3.1. Data Augmentation
Since metaphors in the original sentences used for metaphor recognition are often highly conventionalized, they fail to explicitly reveal the semantic conflict between the contextual meaning of a metaphorical word and its original or literal meaning. For this reason, we adopt summary generation as the core form of data augmentation, as it directly targets the key semantic property required for metaphor recognition—namely, the actual meaning of the target word in context. Unlike surface-level data augmentation techniques, abstractive summarization preserves the global event structure while filtering out peripheral lexical details, thereby recovering the true meaning of the target word within the context. This property is particularly important for metaphor recognition, which relies on detecting semantic conflicts between a word’s contextual meaning and its conventional or literal sense. By generating a concise summary of the original sentence and concatenating it with the original input, the summary serves as a form of semantic anchoring, enabling the SPV layer to focus more on the conflict between the conventional semantics of the target word and its context, and allowing the MIP layer to concentrate more on the conflict between conventional semantics and contextual semantics. While other data augmentation techniques can enrich the context, the sentences they generate still retain metaphorical usage and lack this semantic anchoring effect, thus failing to deepen the semantic conflict. For example, synonym replacement or back-translation merely rephrase the sentence at the surface level and cannot explicitly reveal the true contextual meaning of the target word in the original context, as illustrated in
Figure 3.
We choose T5-small as the summarization model for data augmentation based on a balanced consideration of effectiveness and efficiency. In terms of summarization quality, T5-small is a pretrained text-to-text transformation model that has been shown to generate coherent and semantically faithful summaries despite its relatively small scale. For the purpose of data augmentation, the goal is not to produce linguistically sophisticated or highly abstractive summaries, but rather to generate stable and semantically aligned paraphrases that capture the core event meaning, which is desirable for maintaining label consistency in metaphor recognition. From an efficiency perspective, T5-small has clear advantages over larger variants such as T5-base or T5-large. Its smaller number of parameters results in substantially lower computational cost, faster inference speed, and reduced memory consumption. This is particularly important because summary-based augmentation is applied to the entire training corpus and is performed during offline preprocessing. Using larger summarization models would significantly increase preprocessing time and resource consumption without yielding commensurate improvements in downstream metaphor recognition performance.
Figure 4 illustrates the workflow of generating summaries with T5-small and concatenating them with the original sentences. The figure provides a complete data augmentation example, including the specific sentence–summary pair, the prompt, and the concatenation strategy. It is important to note that after concatenation, the original contextual information of the sentence is fully preserved. The role of the summary is not to introduce additional context, but to provide a clearer and more explicit form of semantic anchoring.

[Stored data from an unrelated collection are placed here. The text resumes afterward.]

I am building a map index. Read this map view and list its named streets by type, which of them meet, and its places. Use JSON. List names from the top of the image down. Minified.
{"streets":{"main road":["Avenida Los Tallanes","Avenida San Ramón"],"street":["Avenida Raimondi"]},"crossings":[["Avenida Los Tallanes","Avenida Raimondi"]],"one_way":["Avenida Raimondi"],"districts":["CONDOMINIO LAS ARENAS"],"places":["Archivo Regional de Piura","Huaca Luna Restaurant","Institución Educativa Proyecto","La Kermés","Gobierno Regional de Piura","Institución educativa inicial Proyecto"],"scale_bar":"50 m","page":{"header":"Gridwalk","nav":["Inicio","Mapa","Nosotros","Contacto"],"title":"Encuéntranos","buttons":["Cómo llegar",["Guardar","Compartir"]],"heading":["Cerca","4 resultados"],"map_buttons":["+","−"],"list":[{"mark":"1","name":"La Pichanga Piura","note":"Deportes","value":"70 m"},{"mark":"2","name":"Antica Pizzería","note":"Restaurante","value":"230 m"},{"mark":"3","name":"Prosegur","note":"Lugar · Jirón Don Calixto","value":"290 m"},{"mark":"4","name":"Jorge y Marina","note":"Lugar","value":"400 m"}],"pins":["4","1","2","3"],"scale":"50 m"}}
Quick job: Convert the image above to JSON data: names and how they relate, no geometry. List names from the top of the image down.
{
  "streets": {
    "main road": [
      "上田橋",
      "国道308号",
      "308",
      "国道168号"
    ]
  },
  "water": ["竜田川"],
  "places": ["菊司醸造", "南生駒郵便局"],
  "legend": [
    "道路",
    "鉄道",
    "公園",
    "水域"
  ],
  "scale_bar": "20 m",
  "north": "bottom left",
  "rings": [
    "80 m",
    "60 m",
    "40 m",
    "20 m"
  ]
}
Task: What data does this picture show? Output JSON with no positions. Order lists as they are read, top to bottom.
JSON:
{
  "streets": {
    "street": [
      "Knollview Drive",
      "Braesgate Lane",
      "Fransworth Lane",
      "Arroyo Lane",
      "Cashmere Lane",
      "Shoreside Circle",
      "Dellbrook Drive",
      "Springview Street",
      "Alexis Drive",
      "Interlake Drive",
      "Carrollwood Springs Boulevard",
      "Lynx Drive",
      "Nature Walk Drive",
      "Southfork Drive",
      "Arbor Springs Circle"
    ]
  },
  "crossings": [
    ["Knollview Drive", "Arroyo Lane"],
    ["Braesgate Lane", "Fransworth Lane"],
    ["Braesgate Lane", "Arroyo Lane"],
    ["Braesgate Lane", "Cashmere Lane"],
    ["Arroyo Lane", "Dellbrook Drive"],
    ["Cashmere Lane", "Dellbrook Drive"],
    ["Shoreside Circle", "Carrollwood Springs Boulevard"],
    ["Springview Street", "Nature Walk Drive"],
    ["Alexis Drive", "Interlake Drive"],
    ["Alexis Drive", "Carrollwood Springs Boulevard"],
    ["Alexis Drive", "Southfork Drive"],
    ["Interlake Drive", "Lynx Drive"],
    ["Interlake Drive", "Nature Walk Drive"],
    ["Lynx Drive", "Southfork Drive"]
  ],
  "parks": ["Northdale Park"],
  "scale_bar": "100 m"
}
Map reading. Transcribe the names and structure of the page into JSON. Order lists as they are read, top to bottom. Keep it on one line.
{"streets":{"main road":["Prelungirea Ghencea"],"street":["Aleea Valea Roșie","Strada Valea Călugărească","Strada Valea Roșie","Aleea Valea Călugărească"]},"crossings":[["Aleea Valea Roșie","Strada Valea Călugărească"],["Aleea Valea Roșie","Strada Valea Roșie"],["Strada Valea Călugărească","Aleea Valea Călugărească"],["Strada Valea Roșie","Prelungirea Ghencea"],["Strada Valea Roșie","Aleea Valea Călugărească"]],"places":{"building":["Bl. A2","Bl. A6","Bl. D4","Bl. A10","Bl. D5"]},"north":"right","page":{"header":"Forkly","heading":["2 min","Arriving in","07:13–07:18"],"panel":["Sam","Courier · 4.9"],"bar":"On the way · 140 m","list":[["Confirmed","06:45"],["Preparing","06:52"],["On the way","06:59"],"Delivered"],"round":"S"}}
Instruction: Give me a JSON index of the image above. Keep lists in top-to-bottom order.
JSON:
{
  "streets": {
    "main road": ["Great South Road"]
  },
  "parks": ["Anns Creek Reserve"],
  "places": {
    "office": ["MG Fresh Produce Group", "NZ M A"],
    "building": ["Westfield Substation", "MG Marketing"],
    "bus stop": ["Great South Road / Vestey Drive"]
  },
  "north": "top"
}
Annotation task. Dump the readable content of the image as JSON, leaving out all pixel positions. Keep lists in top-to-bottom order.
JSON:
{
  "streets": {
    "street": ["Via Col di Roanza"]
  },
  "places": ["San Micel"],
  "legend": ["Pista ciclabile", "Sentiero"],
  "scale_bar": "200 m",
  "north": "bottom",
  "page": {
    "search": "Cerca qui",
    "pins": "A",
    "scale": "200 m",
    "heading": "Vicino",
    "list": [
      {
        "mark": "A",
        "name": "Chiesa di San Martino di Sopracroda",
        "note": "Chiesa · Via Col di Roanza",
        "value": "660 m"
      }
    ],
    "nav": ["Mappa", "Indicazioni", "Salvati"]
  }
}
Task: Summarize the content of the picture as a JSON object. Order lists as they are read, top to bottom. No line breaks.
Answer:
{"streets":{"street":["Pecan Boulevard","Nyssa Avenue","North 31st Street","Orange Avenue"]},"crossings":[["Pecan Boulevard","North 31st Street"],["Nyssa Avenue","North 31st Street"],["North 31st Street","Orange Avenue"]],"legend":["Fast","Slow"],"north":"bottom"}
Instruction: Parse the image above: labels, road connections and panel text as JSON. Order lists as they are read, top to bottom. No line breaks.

To ensure summary quality, we measure the semantic similarity between the original sentence and its generated summary, and retain only summaries with a cosine similarity of at least 0.6. If the similarity score falls below this threshold, the original sentence is used as the summary for concatenation. Finally, we randomly sample 1000 generated summaries, whose average sentence length is 17.8 words. Taking the VUA Verb
tr dataset (For relevant information about the dataset, please refer to
Section 4.1), which has the longest average sentence length among the evaluated datasets, as an example, the original sentences have an average length of 25 words, while the concatenated sentence–summary pairs have an average length of 42.8 words. After BERT WordPiece tokenization, this corresponds to approximately 47–56 tokens, which is well below BERT’s maximum input length of 512 tokens. Therefore, input length constraints do not pose a concern for the proposed data augmentation strategy. In addition, we generate enhanced data at a 1:1 ratio, which means that each sample in the training or testing set generates an enhanced data.
3.2. Semantic Matching Based on SPV and MIP
Semantic matching aims to measure the similarity between two given texts, with Interaction-based models and Representation-based models being the two main approaches. In this paper, we employ the above two semantic matching models to implement SPV and MIP. Unlike MisNet [
5], we choose RoBERTa [
16] as the encoder for both semantic matching models. Compared to BERT [
15], RoBERTa enhances the pre-training process and improves robustness.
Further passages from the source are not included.